- _Work required_
From the data that follows, report how many lines hold the string "worn", giving only the number.

[Data in this exercise Boundary: Start]

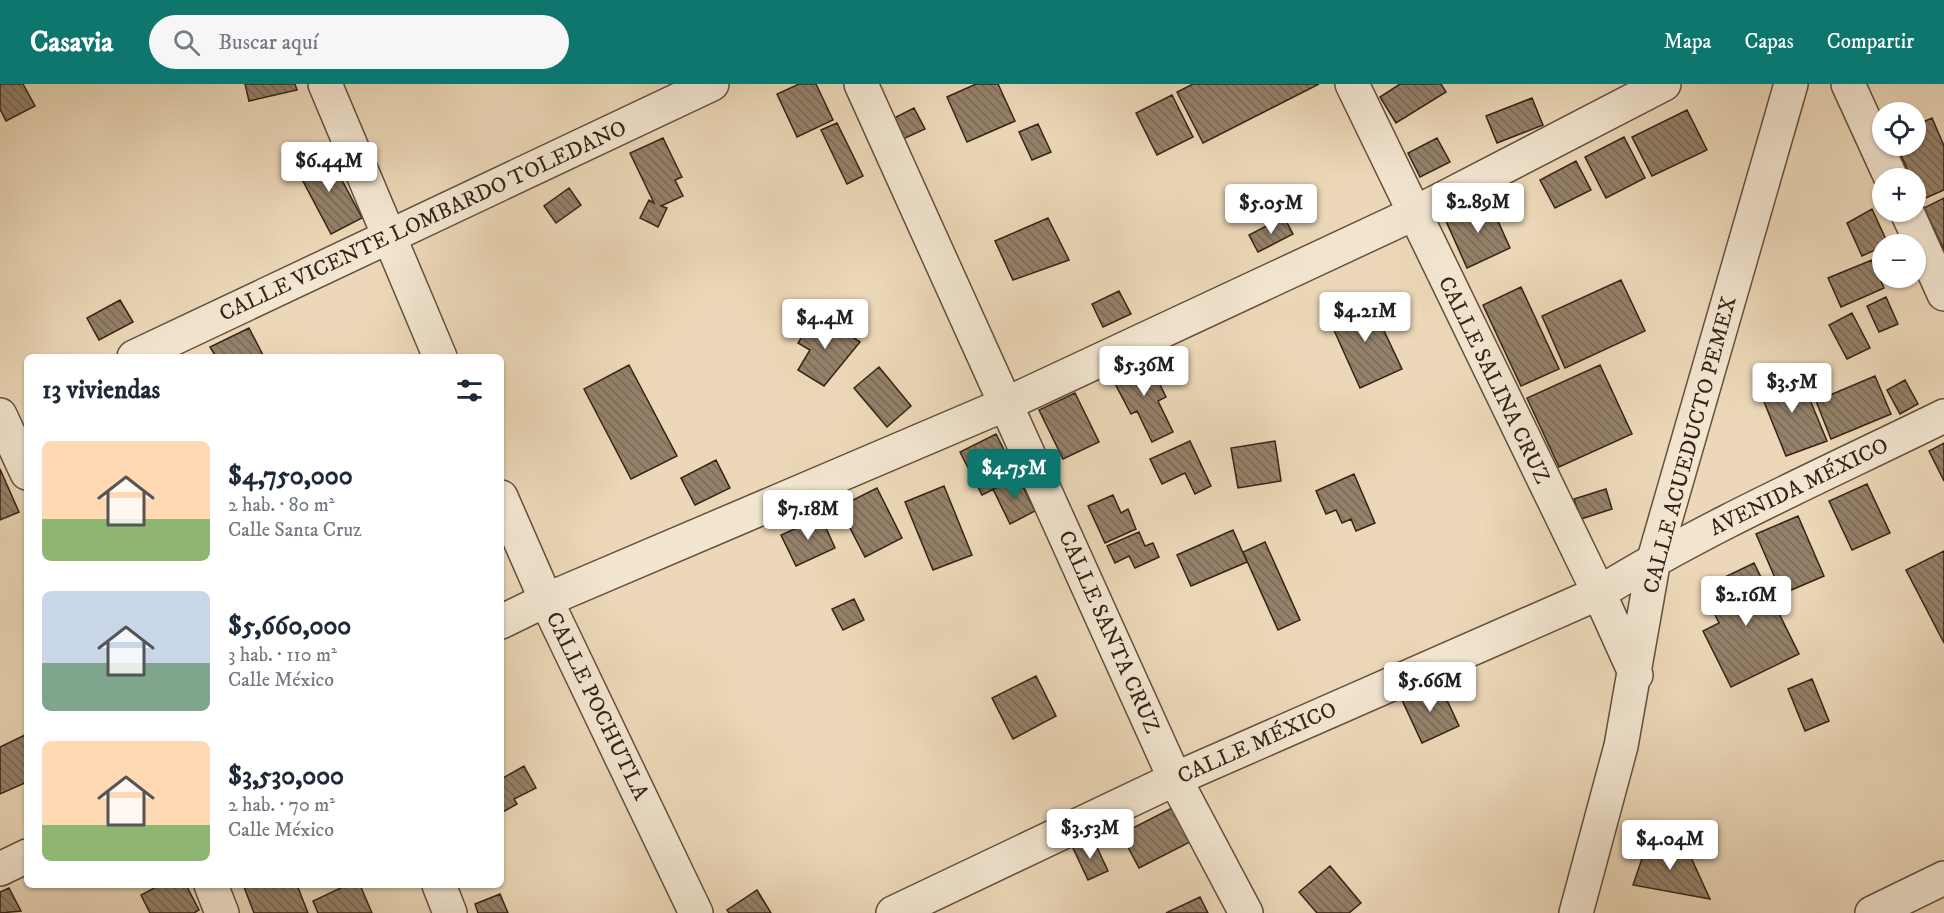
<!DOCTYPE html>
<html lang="es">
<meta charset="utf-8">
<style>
:root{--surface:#fff;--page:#f6f6f7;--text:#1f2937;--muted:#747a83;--accent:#0f766e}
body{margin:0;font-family:"IM FELL DW Pica",serif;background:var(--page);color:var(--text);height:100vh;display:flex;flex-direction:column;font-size:22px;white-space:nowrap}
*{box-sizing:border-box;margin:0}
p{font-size:20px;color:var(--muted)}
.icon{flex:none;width:33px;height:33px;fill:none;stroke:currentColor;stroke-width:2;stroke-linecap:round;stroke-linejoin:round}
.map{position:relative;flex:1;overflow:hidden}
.details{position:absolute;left:24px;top:270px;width:480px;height:534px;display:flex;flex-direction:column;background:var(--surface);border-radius:9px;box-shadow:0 2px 4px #0004}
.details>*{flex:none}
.buttons{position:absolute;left:1872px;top:18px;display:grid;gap:12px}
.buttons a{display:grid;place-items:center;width:54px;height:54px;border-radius:50%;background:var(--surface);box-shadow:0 2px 4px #0004;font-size:30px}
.price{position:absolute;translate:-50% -51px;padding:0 14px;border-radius:6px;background:#fff;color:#222;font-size:20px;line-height:39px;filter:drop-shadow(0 2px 3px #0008)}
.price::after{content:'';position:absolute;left:50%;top:36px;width:18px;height:14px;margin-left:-9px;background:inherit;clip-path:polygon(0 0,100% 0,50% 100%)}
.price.active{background:var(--accent);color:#fff}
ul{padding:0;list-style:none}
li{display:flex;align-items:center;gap:18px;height:150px;padding:0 18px}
li span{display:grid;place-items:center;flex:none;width:168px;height:120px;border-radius:9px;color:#555}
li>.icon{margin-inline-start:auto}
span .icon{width:72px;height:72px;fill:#fffc;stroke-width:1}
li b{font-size:26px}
h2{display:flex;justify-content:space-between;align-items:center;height:72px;padding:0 18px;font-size:26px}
header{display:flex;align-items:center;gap:36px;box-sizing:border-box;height:84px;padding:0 30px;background:var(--accent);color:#fff}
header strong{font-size:28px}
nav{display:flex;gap:33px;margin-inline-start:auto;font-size:21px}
.search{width:420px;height:54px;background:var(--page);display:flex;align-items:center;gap:15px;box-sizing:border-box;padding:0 21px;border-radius:33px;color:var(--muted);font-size:22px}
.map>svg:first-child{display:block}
.building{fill:url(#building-back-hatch);stroke:#352316;stroke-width:1.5}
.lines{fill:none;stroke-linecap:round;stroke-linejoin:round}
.minor-casing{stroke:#63503e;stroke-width:36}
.minor{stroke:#f3e6d1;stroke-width:33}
.labels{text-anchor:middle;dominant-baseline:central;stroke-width:4.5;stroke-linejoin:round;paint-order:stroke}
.street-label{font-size:22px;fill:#352316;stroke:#f3e6d1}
</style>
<header>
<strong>Casavia</strong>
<div class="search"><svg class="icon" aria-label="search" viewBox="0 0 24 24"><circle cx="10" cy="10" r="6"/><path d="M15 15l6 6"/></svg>Buscar aquí</div>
<nav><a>Mapa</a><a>Capas</a><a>Compartir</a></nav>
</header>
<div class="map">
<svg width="1944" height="829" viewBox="0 0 1944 829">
<defs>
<pattern id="building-back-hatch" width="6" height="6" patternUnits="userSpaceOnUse" patternTransform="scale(1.5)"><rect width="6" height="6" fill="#94816a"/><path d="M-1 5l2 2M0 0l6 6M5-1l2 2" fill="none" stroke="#7a6956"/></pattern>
</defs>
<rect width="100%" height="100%" fill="#ecd8b8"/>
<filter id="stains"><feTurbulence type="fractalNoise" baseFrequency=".00333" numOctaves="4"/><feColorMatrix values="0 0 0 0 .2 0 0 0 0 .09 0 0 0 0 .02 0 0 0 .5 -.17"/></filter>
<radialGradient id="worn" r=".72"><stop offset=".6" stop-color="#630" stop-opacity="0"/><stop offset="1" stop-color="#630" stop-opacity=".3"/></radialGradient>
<path class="building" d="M0,0H23L35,22L6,37L0,25Z
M245,0H295L297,6L249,17Z
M799,0H816L833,36L797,53L777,10Z
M976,0H998L1015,37L967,58L947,13Z
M1193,0H1319L1203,59L1177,8Z
M1400,0H1441L1446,8L1396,39L1380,13Z
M1172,11L1193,53L1157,71L1136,29Z
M1532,14L1543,41L1497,59L1486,32Z
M914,24L925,45L903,55L892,35Z
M1687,26L1707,66L1652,92L1632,53Z
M1932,34L1944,62V106L1921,116L1916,104V94H1911L1897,62H1916V41Z
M837,39L863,92L847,100L821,46Z
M1038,40L1051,68L1032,76L1019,48Z
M1624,53L1645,94L1606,114L1585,73Z
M663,54L682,93L675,96L683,112L661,122L667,124L658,143L640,134L649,116L654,119L630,69Z
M1437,54L1450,78L1420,93L1408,69Z
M327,68L362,134L331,150L296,84Z
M1576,77L1591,106L1555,124L1540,96Z
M569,104L581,121L556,139L544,122Z
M1944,114V166L1924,124Z
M1489,117L1510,164L1467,184L1446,137Z
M1872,125L1888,160L1862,172L1847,139Z
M1284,133L1293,150L1258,168L1249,151Z
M1048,134L1069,176L1013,196L995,157Z
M1872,176L1884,204L1841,223L1828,194Z
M1621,196L1645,247L1565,284L1542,232Z
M1521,203L1559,285L1521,302L1483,221Z
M1119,207L1131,230L1103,243L1092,220Z
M1886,213L1898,240L1879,248L1867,222Z
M1369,215L1402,285L1360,304L1328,233Z
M120,216L133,238L99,256L87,234Z
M1852,229L1870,264L1847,275L1829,241Z
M816,230L860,258L824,302L798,286L810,266L798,259Z
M249,244L264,273H216L210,263Z
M1147,274L1166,313L1158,317L1173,348L1152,358L1137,327L1131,330L1111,292Z
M629,281L677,372L631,395L584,305Z
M1600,281L1632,350L1559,383L1527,314Z
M879,283L911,322L887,343L854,304Z
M1798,287L1827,357L1786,372L1758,303Z
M1875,292L1891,330L1831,355L1816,317Z
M1905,296L1918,320L1900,330L1887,306Z
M1075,309L1099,358L1063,375L1039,326Z
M996,350L1018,393L982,411L960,368Z
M1190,357L1211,402L1195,410L1185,389L1162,400L1150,375Z
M1275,357L1281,397L1238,404L1231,364Z
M1944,359V397L1929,367Z
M716,376L730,404L695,421L681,394Z
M0,385L19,428L0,436Z
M1354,390L1375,439L1356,447L1351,435L1342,439L1336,426L1326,430L1316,407Z
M1018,393L1035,427L1010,440L993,405Z
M1867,400L1890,449L1852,466L1829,417Z
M944,402L972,471L933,486L905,418Z
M877,404L902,454L865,473L839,423Z
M1606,405L1612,425L1581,435L1574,415Z
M1113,411L1121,429L1128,425L1136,445L1105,459L1088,422Z
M1798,432L1824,492L1782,510L1756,450Z
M821,433L835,464L796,482L781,451Z
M1233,446L1247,478L1191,502L1177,471Z
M1139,448L1145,462L1153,459L1159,473L1135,484L1129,472L1115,479L1107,462Z
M1265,458L1300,536L1278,546L1243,468Z
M1944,467V559L1906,486Z
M1754,479L1799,570L1731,603L1703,547L1719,539L1702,504Z
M854,515L864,536L843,546L832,525Z
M1036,592L1056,632L1013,655L992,614Z
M1812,595L1829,637L1805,647L1788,605Z
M1439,599L1459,642L1422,659L1402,616Z
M27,650V698L0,710V663Z
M524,682L536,704L514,715L517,720L501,729V691L503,694Z
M1174,723L1192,757L1139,784L1121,750Z
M1093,755L1108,787L1088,796L1073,764Z
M1648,757L1687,765L1710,815L1633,801Z
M1330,782L1361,819L1349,829H1317L1299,808Z
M160,801H186L199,826L194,829H150L141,811Z
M248,801H297L308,829H254L244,803Z
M347,801H360L372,829H318L313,817Z
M9,804L21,827L0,829V808Z
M757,806L771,829H729L727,826Z
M500,810L508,829H478L475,820Z
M1200,813L1208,829H1166Z"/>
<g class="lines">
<g class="minor-casing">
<path id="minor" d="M325,0L440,273
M861,0L1175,695L1246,829
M1352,0L1599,509L1636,591
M1848,0L1891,94
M1907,128L1944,210
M134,273L712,0
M0,331L27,389
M501,413L546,516L696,829
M501,538L546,516L1006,320L1413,130L1664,0
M0,785L27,772
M211,801L222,829
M439,801L450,829
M893,829L1175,695L1599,509C1709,441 1828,389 1944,332
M1576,829L1621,662L1654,475L1791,0
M1872,829L1944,794"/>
</g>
<use href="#minor" class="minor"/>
</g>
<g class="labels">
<g class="street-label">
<text transform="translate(423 137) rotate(-25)">CALLE VICENTE LOMBARDO TOLEDANO</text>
<text transform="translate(1494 296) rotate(64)">CALLE SALINA CRUZ</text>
<text transform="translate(1690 361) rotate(-75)">CALLE ACUEDUCTO PEMEX</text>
<text transform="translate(1799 403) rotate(-26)">AVENIDA MÉXICO</text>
<text transform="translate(1109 548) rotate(66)">CALLE SANTA CRUZ</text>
<text transform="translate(597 622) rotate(64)">CALLE POCHUTLA</text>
<text transform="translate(1257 659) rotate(-24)">CALLE MÉXICO</text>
</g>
</g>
<rect width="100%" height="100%" filter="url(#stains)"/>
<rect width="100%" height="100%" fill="url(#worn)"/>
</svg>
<div class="buttons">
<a><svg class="icon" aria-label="locate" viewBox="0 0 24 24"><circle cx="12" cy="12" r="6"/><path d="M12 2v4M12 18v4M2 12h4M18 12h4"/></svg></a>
<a>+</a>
<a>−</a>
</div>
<b class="price" style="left:329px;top:109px">$6.44M</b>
<b class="price" style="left:1478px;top:150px">$2.89M</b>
<b class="price" style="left:1271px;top:151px">$5.05M</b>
<b class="price" style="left:1365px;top:259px">$4.21M</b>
<b class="price" style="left:825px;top:266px">$4.4M</b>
<b class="price" style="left:1144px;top:313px">$5.36M</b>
<b class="price" style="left:1792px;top:330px">$3.5M</b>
<b class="price active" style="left:1014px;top:416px">$4.75M</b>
<b class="price" style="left:808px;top:457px">$7.18M</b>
<b class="price" style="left:1746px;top:543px">$2.16M</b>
<b class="price" style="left:1430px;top:629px">$5.66M</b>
<b class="price" style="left:1090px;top:776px">$3.53M</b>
<b class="price" style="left:1670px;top:787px">$4.04M</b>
<section class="details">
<h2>13 viviendas<svg class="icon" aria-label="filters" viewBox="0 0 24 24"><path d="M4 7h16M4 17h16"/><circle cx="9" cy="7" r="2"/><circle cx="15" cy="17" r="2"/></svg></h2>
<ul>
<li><span style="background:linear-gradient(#ffd9b3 65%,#8fb573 0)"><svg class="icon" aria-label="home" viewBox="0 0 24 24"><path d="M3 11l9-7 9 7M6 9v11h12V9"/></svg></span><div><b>$4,750,000</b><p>2 hab. · 80 m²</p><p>Calle Santa Cruz</p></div></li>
<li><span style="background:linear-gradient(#c9d6e8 60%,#7fa58c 0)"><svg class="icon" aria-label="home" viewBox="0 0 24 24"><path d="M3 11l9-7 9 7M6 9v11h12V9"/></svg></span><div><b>$5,660,000</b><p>3 hab. · 110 m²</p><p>Calle México</p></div></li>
<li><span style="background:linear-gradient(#ffd9b3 70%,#8fb573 0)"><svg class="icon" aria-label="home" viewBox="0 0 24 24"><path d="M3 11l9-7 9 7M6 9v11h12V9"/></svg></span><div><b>$3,530,000</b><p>2 hab. · 70 m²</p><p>Calle México</p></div></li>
</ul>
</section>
</div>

[Data in this exercise Boundary: End]

- _Answer to this exercise_
2